In other languages, you might use more obvious notation. For example, in a hypothetical version of Python with no operator overloading, you might see:
a = concat(a, b)
versus
a.extend(a, b)
The operator notation is really just shorthand for these.
Bonus:
Try it with other iterables too.
>>> a = [1,2,3]
>>> b = "abc"
>>> a + b
Traceback (most recent call last):
File "<stdin>", line 1, in <module>
TypeError: can only concatenate list (not "str") to list
>>> a += b
>>> a
[1, 2, 3, 'a', 'b', 'c']
It’s useful to be able to do this, because you can append a generator to a list with += and get the generator contents. It’s unfortunate that it breaks compatibility with +, but oh well.
The reason behind this is because the python lists (a in your case) implement the __iadd__ method, which in turns calls the __iter__ method on the passed parameter.

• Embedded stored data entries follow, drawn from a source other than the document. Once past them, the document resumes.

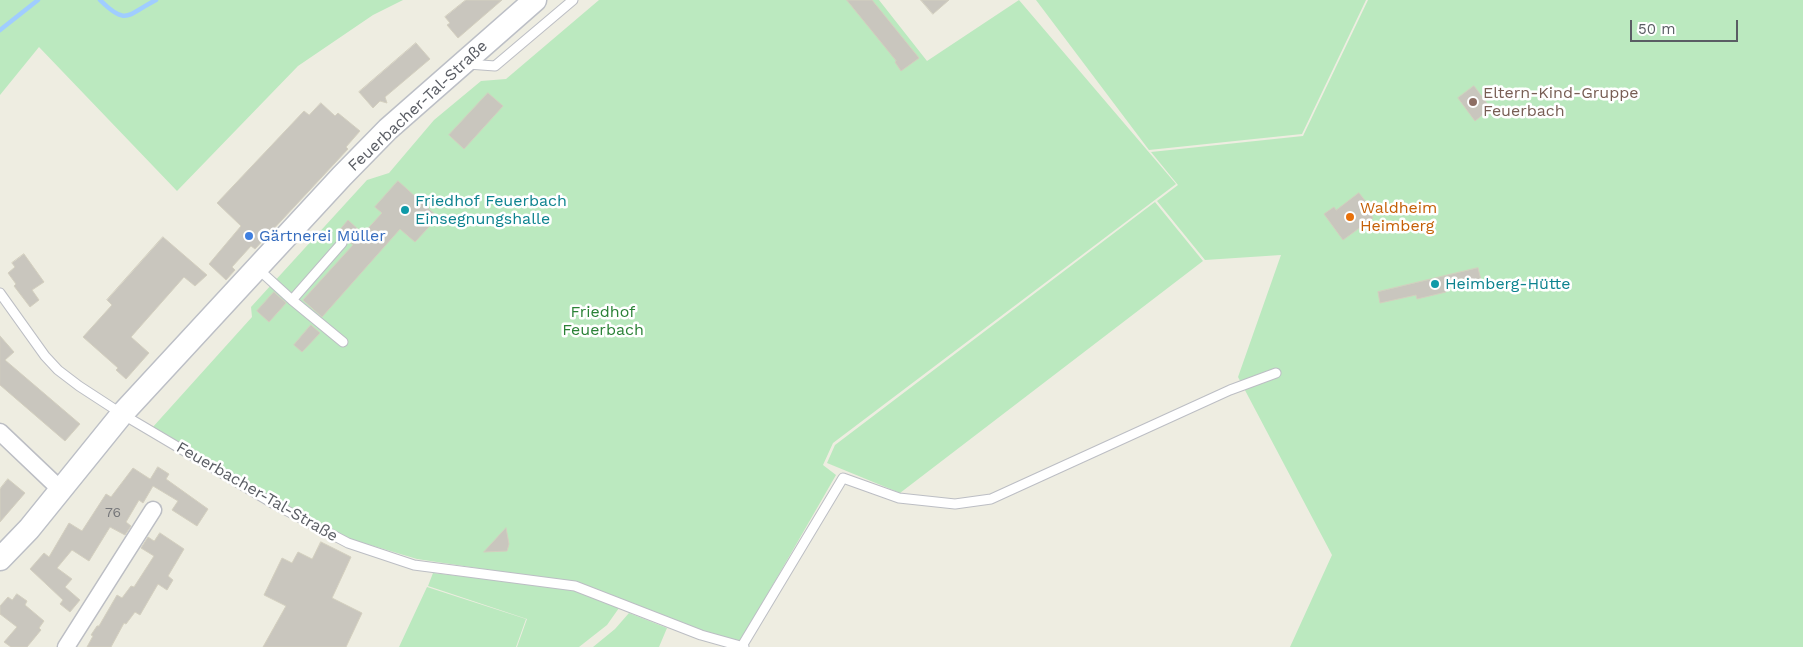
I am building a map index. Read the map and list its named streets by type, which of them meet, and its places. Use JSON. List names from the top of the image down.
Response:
{
  "streets": {
    "main road": ["Feuerbacher-Tal-Straße"]
  },
  "parks": ["Friedhof Feuerbach"],
  "places": [
    "Eltern-Kind-Gruppe Feuerbach",
    "Friedhof Feuerbach Einsegnungshalle",
    "Waldheim Heimberg",
    "Gärtnerei Müller",
    "Heimberg-Hütte"
  ],
  "house_numbers": ["76"],
  "scale_bar": "50 m"
}
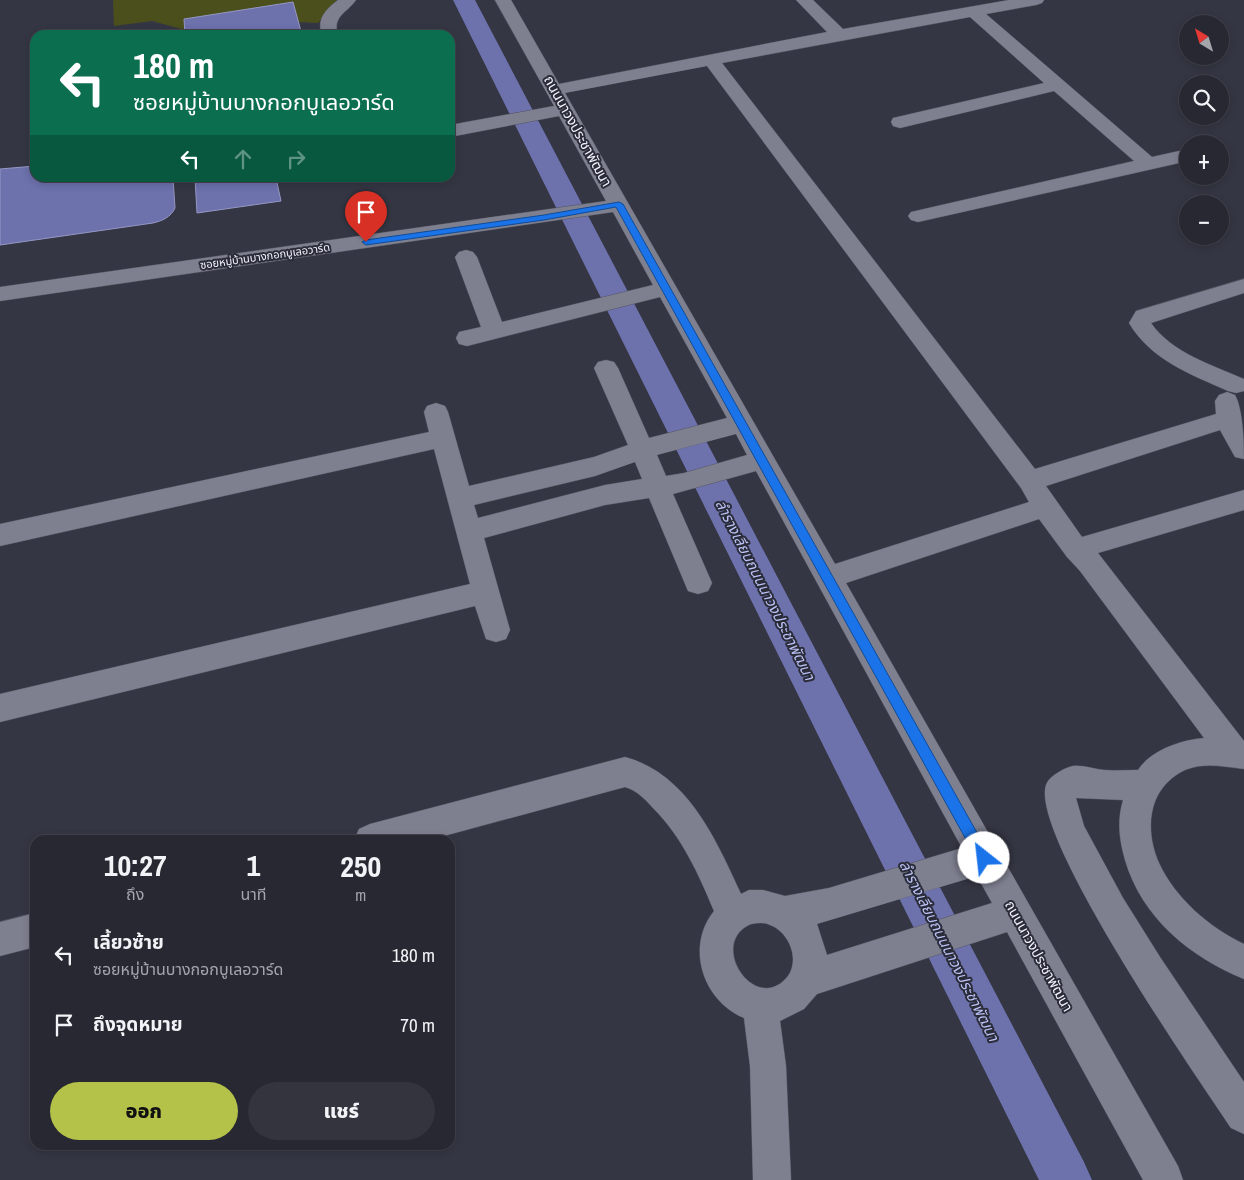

The following code snippet illustrates this better:
class MyDict(dict):
def __iter__(self):
print "__iter__ was called"
return super(MyDict, self).__iter__()
class MyList(list):
def __iadd__(self, other):
print "__iadd__ was called"
return super(MyList, self).__iadd__(other)
a = MyList(['a', 'b', 'c'])
b = MyDict((('d1', 1), ('d2', 2), ('d3', 3)))
a += b
print a
The result is:
__iadd__ was called
__iter__ was called
['a', 'b', 'c', 'd2', 'd3', 'd1']
The python interpreter checks if an object implements the __iadd__ operation (+=) and only if it doesn’t it will emulate it by doing a add operation followed by an assignment.